* TASK PROMPT
Report how many lines in the listing below include the word "rendered". Write nothing besides the number.

* DATASET ENTRIES
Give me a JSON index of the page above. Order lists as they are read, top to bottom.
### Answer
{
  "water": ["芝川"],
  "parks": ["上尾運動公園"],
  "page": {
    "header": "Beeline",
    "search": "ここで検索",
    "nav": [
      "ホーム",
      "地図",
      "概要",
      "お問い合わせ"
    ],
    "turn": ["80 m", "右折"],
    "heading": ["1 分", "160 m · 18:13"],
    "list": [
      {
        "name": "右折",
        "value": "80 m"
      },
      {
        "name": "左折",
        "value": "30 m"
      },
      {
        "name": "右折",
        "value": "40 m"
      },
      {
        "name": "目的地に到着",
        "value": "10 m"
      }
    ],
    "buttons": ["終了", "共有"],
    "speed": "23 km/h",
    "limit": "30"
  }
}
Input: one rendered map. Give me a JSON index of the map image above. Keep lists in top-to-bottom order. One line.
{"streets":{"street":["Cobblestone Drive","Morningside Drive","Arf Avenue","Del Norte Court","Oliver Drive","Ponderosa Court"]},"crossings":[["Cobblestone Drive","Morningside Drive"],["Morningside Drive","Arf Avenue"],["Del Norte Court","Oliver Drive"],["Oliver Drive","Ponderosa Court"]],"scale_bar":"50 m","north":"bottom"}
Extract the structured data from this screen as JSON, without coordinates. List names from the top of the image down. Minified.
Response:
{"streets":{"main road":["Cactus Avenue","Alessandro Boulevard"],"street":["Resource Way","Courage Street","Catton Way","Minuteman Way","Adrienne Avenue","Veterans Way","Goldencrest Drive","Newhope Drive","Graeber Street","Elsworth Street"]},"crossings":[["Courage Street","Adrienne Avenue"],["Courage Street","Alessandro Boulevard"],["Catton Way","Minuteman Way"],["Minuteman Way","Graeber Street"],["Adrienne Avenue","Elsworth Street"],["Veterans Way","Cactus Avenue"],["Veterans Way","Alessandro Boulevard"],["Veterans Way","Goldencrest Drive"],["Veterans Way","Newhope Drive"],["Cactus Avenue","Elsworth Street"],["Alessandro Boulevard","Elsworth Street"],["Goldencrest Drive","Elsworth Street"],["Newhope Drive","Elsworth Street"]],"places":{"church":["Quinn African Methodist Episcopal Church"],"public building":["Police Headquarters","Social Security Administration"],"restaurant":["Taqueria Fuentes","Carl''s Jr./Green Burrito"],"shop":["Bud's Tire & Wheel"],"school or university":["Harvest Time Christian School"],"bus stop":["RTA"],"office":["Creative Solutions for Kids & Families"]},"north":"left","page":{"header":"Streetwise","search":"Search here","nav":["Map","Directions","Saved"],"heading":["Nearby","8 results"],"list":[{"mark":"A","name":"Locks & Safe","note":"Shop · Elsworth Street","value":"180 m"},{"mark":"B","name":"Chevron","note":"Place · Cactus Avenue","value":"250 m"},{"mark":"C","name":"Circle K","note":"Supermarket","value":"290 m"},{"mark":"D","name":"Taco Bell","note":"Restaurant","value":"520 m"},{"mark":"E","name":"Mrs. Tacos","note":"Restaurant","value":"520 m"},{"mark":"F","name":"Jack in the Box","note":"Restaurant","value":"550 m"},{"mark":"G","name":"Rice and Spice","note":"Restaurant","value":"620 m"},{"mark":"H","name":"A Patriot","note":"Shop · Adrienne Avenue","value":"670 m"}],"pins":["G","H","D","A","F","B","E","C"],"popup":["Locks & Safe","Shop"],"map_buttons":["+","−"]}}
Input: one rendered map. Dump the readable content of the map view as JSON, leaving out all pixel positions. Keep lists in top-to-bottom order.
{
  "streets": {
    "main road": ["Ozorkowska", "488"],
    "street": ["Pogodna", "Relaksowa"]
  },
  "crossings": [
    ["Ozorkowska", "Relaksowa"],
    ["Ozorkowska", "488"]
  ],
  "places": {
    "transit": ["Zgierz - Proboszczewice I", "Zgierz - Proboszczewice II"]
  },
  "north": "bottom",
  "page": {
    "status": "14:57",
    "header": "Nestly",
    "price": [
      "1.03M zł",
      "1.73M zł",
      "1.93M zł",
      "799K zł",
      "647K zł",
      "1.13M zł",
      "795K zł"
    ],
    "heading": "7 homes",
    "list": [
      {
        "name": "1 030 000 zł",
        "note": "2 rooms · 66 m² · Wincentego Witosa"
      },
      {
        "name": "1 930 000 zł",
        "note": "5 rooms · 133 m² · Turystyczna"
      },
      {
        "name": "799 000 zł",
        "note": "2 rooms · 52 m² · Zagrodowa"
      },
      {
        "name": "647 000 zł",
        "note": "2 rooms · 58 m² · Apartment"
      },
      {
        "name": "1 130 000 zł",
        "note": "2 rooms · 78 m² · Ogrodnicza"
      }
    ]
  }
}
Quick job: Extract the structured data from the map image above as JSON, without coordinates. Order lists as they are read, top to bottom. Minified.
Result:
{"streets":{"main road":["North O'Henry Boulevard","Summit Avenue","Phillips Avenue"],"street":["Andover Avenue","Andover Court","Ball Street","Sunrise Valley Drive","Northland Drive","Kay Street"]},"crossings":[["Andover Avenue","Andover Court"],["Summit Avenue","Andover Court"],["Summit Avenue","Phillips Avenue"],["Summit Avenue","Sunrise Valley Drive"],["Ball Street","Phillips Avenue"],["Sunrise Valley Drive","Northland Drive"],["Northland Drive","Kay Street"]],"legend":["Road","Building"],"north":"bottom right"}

* THE ANSWER
2